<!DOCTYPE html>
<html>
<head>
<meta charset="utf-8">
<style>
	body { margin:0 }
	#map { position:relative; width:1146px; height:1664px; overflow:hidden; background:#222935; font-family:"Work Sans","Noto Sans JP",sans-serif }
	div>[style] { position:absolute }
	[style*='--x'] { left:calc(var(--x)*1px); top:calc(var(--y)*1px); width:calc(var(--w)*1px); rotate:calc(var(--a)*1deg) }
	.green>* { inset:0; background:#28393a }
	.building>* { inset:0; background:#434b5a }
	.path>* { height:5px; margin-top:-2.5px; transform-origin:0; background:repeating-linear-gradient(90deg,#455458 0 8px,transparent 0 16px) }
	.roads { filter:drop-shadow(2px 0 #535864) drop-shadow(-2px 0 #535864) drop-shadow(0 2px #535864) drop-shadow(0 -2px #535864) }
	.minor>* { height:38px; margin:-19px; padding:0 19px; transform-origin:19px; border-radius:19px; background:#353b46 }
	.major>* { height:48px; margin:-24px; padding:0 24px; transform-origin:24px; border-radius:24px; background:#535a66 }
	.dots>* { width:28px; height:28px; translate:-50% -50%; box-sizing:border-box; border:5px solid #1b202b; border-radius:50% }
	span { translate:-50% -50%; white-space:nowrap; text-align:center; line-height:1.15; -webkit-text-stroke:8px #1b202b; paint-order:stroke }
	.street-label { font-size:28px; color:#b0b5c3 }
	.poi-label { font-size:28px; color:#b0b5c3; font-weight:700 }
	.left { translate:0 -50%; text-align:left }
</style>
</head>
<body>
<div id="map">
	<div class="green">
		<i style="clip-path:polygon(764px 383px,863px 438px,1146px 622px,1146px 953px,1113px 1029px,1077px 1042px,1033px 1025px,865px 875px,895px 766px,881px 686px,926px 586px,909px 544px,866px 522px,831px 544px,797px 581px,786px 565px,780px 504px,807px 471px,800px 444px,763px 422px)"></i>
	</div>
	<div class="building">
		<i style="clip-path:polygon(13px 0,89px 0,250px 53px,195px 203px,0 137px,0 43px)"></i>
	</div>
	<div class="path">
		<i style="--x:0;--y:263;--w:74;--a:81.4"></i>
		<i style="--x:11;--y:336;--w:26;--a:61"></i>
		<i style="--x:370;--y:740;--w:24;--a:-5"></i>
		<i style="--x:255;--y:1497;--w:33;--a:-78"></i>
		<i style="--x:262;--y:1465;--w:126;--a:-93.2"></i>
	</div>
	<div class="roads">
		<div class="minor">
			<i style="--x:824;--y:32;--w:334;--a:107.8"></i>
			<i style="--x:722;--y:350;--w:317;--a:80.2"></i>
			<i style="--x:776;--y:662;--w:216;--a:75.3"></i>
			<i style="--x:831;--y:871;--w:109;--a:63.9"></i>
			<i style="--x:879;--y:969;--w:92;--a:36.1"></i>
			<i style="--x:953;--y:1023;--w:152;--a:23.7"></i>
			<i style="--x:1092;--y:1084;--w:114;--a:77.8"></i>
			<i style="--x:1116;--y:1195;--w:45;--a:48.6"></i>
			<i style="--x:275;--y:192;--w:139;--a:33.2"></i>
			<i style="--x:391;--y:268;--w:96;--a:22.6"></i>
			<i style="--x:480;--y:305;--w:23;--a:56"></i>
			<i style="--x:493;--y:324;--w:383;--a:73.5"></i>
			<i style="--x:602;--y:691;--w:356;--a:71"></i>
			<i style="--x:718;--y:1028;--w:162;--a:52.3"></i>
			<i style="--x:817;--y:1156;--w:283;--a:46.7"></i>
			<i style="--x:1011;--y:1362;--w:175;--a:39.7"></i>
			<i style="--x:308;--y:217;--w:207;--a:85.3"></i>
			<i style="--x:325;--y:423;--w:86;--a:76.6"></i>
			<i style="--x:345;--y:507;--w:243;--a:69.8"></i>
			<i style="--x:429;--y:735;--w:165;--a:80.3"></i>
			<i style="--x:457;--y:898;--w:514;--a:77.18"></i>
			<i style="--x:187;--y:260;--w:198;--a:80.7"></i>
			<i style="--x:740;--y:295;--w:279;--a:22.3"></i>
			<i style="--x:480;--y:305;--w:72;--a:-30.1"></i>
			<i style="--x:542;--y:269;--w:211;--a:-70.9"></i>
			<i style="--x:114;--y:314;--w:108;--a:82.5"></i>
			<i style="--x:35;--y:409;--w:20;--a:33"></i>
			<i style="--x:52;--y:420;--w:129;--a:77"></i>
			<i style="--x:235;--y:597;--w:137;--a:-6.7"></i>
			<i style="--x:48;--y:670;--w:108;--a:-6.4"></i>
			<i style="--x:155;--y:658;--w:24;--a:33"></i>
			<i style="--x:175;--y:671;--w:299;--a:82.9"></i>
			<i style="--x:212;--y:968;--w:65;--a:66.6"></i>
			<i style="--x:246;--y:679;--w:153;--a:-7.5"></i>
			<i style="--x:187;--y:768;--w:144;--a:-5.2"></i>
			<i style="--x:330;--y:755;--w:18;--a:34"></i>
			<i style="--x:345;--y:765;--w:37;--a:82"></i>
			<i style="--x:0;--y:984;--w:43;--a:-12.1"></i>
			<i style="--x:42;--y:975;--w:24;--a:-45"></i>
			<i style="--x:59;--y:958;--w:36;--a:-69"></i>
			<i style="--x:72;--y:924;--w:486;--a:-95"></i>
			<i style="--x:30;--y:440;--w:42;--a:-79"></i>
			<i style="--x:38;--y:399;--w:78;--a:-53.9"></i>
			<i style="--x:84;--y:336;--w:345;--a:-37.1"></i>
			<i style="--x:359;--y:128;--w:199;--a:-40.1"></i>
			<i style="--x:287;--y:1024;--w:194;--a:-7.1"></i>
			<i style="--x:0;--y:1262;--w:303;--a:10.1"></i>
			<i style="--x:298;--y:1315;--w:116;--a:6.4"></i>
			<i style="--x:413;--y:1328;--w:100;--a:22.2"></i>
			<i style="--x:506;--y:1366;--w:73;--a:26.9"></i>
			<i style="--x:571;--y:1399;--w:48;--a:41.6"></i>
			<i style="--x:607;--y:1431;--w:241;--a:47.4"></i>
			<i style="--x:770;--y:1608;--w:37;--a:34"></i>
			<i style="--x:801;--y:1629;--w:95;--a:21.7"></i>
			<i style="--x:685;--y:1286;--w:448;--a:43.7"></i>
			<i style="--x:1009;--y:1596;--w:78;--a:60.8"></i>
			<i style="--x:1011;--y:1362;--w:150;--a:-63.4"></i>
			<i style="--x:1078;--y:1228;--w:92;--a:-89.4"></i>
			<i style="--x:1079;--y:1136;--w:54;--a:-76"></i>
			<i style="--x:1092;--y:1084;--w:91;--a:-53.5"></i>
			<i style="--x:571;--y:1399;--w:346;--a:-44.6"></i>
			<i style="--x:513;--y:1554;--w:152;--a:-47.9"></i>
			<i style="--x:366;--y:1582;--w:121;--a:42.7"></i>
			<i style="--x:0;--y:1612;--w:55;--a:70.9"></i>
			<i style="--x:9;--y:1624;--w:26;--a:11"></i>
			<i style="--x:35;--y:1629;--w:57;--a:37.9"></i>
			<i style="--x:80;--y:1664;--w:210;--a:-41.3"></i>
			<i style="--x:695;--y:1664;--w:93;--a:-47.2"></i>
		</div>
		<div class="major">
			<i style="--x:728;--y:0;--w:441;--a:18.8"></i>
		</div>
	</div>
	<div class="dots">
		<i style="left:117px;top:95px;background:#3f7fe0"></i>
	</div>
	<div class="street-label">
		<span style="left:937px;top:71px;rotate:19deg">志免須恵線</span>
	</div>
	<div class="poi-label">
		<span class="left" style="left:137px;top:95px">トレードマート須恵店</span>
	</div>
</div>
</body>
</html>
:::::
* [What you need to do] For the word "roads", tally the lines above that hold it and answer with the number alone.

* [The completed task] 2